Mace winced. “When you plunge the dagger into the victim, the handle pierces the flesh of the user. It will transfer the power from the victim to the killer.”

“Killer.” Kai took a deep breath, trying not to panic. He wasn’t losing any more people. “So it kills the person whose power you want to take?”

“Yeah, it’s a nasty little bit of blood magic. It’s not for the faint of heart.”

“And he plans on using that on my cousin.” Kai’s anger flared and he let himself entertain the idea of punching Mace in the throat. “And you were going to help him do it?”

“No.” Mace said, before reconsidering. “Well, yes. Kind of. I didn’t know he planned to kill her when this started. I mean, I suspected it was his intention but I didn’t really care because it didn’t pertain to me.”

Kai gaped at him. Seriously, was this his defense? Hope he didn’t end up going in front of a jury. “Oh, save the judgment, Reaper. I’m the bad guy. It kind of goes with the territory. Besides, I wasn’t exactly privy to his plans until I saw the knife.”

“So what did you do with the knife?”

“It’s in a safe place.” Mace answered.

“Forgive me if I don’t believe you.”

“Having that knife could put all of you in danger.”

“Dude, we are already in danger. The Grove will be back and I don’t believe for a second they will wait until we turn eighteen. If we haven’t gotten our crap together we are all going to die…just like Quinn.” His name stuck in his throat and he swallowed convulsively, trying to calm the sudden storm of feelings his name evoked.

“Listen, mate. I understand what you are saying but this is more than just Ember. Allister isn’t a good guy and if he gets ahold of that blade and Ember’s magic he will be more powerful than anything out there.”

“Won’t the Grove step in at that point?”

“Do you think they’d believe us? Allister has been their lapdog for a very long time,” Mace reasoned. “Besides, think of the damage he could do in the meantime.”

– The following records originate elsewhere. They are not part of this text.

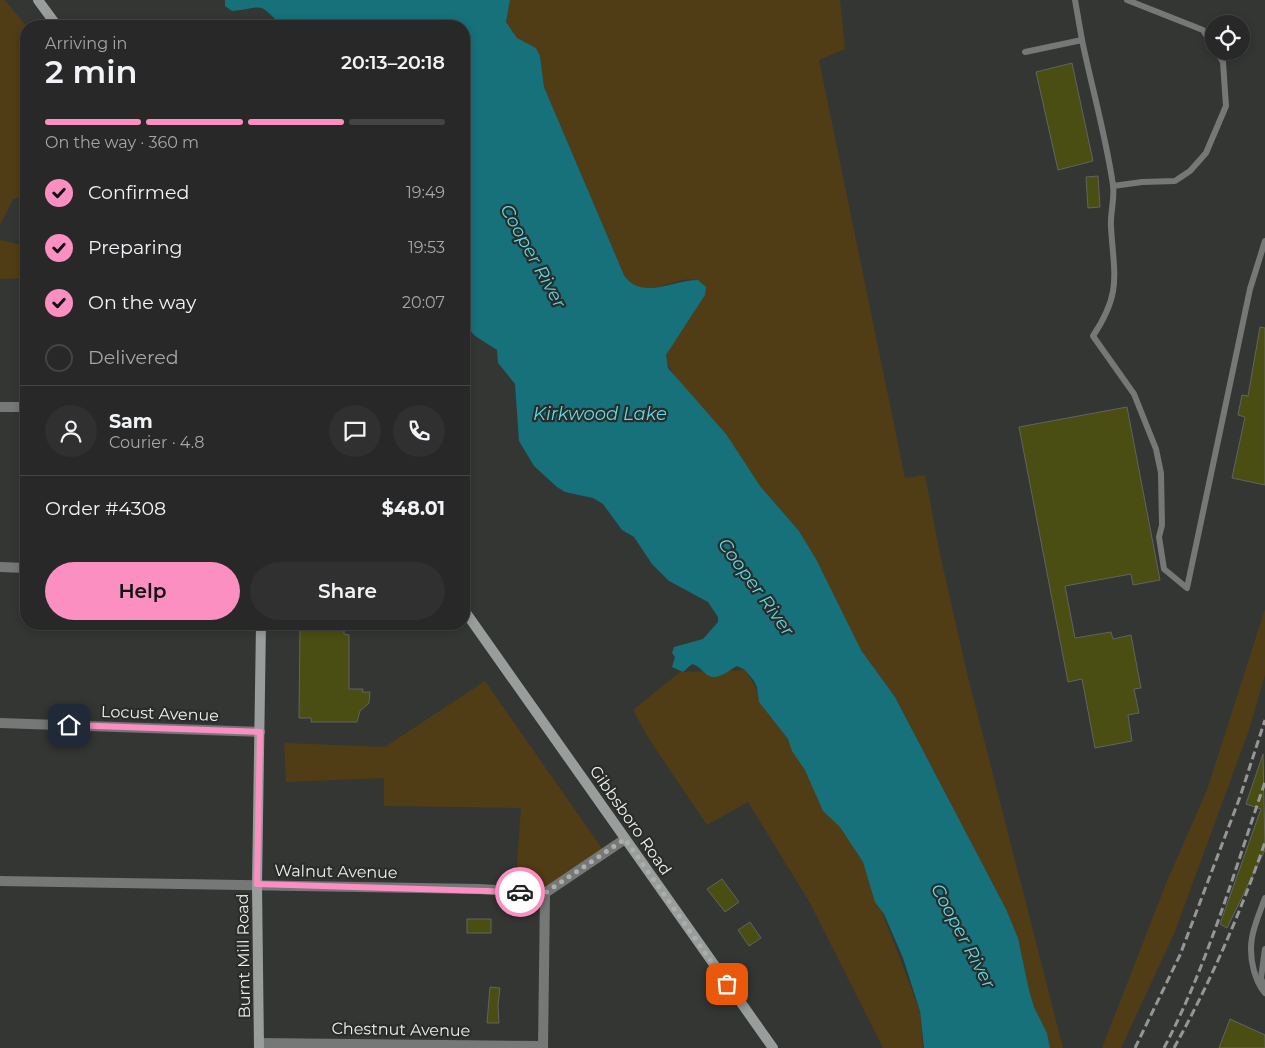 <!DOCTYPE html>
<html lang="en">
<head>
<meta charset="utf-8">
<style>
  body { margin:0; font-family:Montserrat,sans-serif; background:#2f302f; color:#f1f3f6; height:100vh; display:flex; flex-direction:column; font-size:19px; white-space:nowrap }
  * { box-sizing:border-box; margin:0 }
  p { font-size:16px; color:#a4a6a7 }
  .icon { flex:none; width:28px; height:28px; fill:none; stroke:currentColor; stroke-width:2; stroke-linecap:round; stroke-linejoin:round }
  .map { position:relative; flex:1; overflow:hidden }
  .sheet { position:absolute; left:20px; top:20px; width:450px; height:610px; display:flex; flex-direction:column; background:#272827; border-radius:20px; box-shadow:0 2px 8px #0003,0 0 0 1px #434444 }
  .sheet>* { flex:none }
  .fabs { position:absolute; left:1205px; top:15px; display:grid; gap:10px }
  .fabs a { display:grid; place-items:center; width:45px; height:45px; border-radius:50%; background:#272827; box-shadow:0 2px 8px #0003,0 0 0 1px #434444; font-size:25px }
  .pin { position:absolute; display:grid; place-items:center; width:42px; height:42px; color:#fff; margin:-21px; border-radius:10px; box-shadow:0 2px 8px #0006 }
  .courier { position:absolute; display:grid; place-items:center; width:50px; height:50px; margin:-25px; border:4px solid #fc8fc1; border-radius:50%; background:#fff; color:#222; box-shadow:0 1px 6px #0007 }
  .headline em { font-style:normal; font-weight:600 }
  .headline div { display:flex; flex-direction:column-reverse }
  .headline { display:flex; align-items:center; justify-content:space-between; height:85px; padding:0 25px }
  h1 { font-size:32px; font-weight:600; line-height:38px }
  .bar { display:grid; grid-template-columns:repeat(4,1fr); gap:8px 5px; align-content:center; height:60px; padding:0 25px }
  .bar i { height:6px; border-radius:4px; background:#434444 }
  .bar .on { background:#fc8fc1 }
  .bar p { grid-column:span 4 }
  .line { display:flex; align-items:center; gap:12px; padding:0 25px; border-top:1px solid #434444 }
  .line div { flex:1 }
  .round { display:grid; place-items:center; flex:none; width:52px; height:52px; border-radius:26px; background:#2f302f }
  ol { padding:0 25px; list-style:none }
  li { display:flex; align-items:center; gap:15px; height:55px }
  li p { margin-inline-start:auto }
  li .icon { padding:5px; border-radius:50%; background:#fc8fc1; color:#111; stroke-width:4 }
  li:last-child { color:#a4a6a7 }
  li i { width:28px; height:28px; border:2px solid #434444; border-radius:50% }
  .button { display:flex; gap:10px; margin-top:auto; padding:10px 25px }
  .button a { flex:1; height:58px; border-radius:30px; background:#fc8fc1; color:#111; font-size:20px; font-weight:600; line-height:58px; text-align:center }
  .button a+a { background:#2f302f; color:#f1f3f6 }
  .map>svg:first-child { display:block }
  .green { fill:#503d16 }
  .water { fill:#16717a }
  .building { fill:#4a4e12; stroke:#636360 }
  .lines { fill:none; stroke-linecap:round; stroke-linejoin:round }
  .lane { stroke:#767877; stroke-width:6 }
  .street { stroke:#767877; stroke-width:10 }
  .secondary { stroke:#999d9c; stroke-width:10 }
  .rail { stroke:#959695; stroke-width:3; stroke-dasharray:8 4; stroke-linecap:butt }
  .done { stroke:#acaeac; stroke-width:5; stroke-dasharray:0 9 }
  .route { stroke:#fc8fc1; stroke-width:6 }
  .labels { text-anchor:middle; stroke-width:4.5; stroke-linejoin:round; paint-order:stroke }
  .street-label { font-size:16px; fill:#edeeed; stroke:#2a2c2a }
  .water-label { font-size:18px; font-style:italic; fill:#5edae7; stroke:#2a2c2a }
</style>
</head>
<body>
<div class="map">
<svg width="1265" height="1048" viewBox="0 0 1265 1048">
  <rect width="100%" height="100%" fill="#343634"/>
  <g class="green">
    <polygon points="0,0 5,0 26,26 26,196 13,199 0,225"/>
    <path d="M510,0H840L845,49L819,60L905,478L925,475L940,554L966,669L1063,1048H1050L1047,1033L1034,1007L1029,990L1018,938L1006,909L895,697L861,650L816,560L799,531L760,486L716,423L679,383L665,360L669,349L705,295L702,283C681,267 646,308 624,275L544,87L540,56L536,48L517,38L506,22Z"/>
    <polygon points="0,240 26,246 26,278 0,279"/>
    <polygon points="1265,609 1265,675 1249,730 1174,934 1121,1048 1102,1048 1167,881 1207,790"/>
    <polygon points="745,670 863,862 920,1011 923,1048 883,1048 810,903 748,802 707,825 649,739 633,710 680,672"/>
    <polygon points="485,681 605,853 550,889 515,892 521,808 384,806 384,778 286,782 284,743 385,747"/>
  </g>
  <path class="water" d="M225,0H510L506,22L517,38L536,48L540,56L544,87L624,275C641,301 673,280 698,280L706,287L705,295L666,355L668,368L726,434L760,486L799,531L816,559L861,650L895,697L1006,909L1018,938L1029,990L1034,1007L1047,1033L1050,1048H924L920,1011L903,958L884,914L875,902L863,862L840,827L823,811L805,770L792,751L788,739L759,702L757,687L754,681L745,670L737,666C731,669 726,674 719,676C705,681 704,667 692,664L683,672L672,667L675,657L672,653L674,647L703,639L718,622V617L708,602L669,581L652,564L634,537L622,530L603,504L593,498L565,492L557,487L534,466L519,441L515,384L498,363L497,350L475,336L464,324V26H282C257,0 264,8 232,11L225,6Z"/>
  <g class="building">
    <polygon points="1072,63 1093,161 1058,170 1036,72"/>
    <polygon points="1098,176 1100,207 1088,208 1086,177"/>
    <polygon points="1260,327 1265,328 1265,485 1232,478 1245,417 1238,415 1242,395 1248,396"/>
    <polygon points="1127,407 1160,580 1133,585 1131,574 1065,586 1075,638 1111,632 1113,639 1131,635 1141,688 1134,689 1139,713 1128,715 1132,741 1095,748 1082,679 1068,682 1019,427"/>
    <polygon points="300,624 344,624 344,634 349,635 349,689 363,689 362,692 370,692 369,703 360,711 357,722 311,722 311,718 299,718"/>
    <polygon points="1263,754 1265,850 1227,928 1220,924 1261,809 1246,804"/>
    <polygon points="722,879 739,902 725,912 707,889"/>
    <rect x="467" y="919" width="24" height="14"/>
    <polygon points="750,922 761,938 749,946 738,930"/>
    <polygon points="490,987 500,988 498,1005 499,1023 487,1023"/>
    <polygon points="1230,1019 1265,1035 1265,1048 1219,1048"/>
  </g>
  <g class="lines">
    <g class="lane">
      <polyline points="1075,0 1082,40"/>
      <polyline points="1127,0 1203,30 1214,48"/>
      <path d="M1025,52L1082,40C1092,88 1106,137 1113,185C1115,199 1110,213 1111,227C1114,276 1122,292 1093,336L1134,394L1156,449L1161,473L1162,525L1159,537L1164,569L1187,588L1250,289L1265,241"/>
      <polyline points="1113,186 1142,182 1175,181 1190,171 1206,153 1226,106 1223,62 1216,51"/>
      <path d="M1265,898C1255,925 1246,942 1254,971C1257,980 1259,986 1265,993"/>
      <polyline points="1265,949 1261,978 1265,989"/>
    </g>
    <g class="street">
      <polyline points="0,407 26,407"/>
      <polyline points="0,567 26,568"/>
      <polyline points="0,723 260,732"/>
      <polyline points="0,881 479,889 545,893 625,839"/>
      <polyline points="259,1043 543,1046"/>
      <polyline points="543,1048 545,893"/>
    </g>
    <g class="secondary">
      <polyline points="38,0 57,26"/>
      <polyline points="464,610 773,1048"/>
      <polyline points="259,1048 257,885 261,624"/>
    </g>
    <g class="rail">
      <polyline points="1135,1048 1180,955 1240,797 1265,720"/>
      <path d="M1164,1048C1208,964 1234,872 1265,782"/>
      <path d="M1174,1048C1210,983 1241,912 1265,842"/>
    </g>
  </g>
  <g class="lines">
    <polyline class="done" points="520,892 545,893 625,839 727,984"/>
    <polyline class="route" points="69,725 260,732 257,884 520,892"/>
  </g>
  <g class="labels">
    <g class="street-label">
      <text transform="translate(160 713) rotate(2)" y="6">Locust Avenue</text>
      <text transform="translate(631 820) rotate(55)" y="6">Gibbsboro Road</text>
      <text transform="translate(336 871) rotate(1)" y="6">Walnut Avenue</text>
      <text transform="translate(243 956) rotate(-91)" y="6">Burnt Mill Road</text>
      <text transform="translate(401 1029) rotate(1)" y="6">Chestnut Avenue</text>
    </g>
    <g class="water-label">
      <text transform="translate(533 256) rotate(61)" y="6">Cooper River</text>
      <text x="600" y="420">Kirkwood Lake</text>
      <text transform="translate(756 587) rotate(54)" y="6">Cooper River</text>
      <text transform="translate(963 936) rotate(62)" y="6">Cooper River</text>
    </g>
  </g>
</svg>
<div class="fabs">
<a><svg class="icon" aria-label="locate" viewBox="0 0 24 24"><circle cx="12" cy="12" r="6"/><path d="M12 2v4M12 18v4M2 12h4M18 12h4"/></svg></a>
</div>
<div class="pin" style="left:727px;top:984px;background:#ea580c"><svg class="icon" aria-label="bag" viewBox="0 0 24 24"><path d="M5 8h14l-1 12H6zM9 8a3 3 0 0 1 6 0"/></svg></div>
<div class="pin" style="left:69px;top:725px;background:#1f2937"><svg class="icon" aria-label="home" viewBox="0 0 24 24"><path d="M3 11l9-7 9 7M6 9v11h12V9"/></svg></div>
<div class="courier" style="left:520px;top:892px"><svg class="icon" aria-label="car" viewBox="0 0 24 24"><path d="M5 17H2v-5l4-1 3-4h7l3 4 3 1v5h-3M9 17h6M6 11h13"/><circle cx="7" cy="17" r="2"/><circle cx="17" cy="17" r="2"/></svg></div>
<section class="sheet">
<div class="headline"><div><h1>2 min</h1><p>Arriving in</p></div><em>20:13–20:18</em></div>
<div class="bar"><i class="on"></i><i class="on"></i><i class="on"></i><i></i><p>On the way · 360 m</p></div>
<ol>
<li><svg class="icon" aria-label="check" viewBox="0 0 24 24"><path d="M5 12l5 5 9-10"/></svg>Confirmed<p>19:49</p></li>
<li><svg class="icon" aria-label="check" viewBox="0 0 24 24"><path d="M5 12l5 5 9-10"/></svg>Preparing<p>19:53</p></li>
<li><svg class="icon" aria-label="check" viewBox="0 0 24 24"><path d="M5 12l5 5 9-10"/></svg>On the way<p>20:07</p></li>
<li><i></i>Delivered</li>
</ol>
<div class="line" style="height:90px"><a class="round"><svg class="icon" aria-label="person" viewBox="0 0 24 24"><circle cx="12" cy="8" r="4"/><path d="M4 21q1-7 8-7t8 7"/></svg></a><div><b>Sam</b><p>Courier · 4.8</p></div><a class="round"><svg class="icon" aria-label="chat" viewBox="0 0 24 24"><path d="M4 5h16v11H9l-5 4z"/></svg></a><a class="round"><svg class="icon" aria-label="phone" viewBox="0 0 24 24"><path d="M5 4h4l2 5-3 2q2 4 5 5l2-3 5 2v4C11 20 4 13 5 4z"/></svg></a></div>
<div class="line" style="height:65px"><div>Order #4308</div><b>$48.01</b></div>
<div class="button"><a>Help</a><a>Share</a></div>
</section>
</div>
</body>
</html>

Kai didn’t want to think about that. “Ember deserves to know the truth. She deserves to know you’ve been lying to her.”

“You don’t know what you are asking. This is all going to go sideways very quickly.”

Kai shook his head, determined. “No. You are going to tell her. You have until the bonfire. Then I’m telling her myself.”

Mace looked at him with tired eyes, shrugging his shoulders. “Don’t say I didn’t warn you.”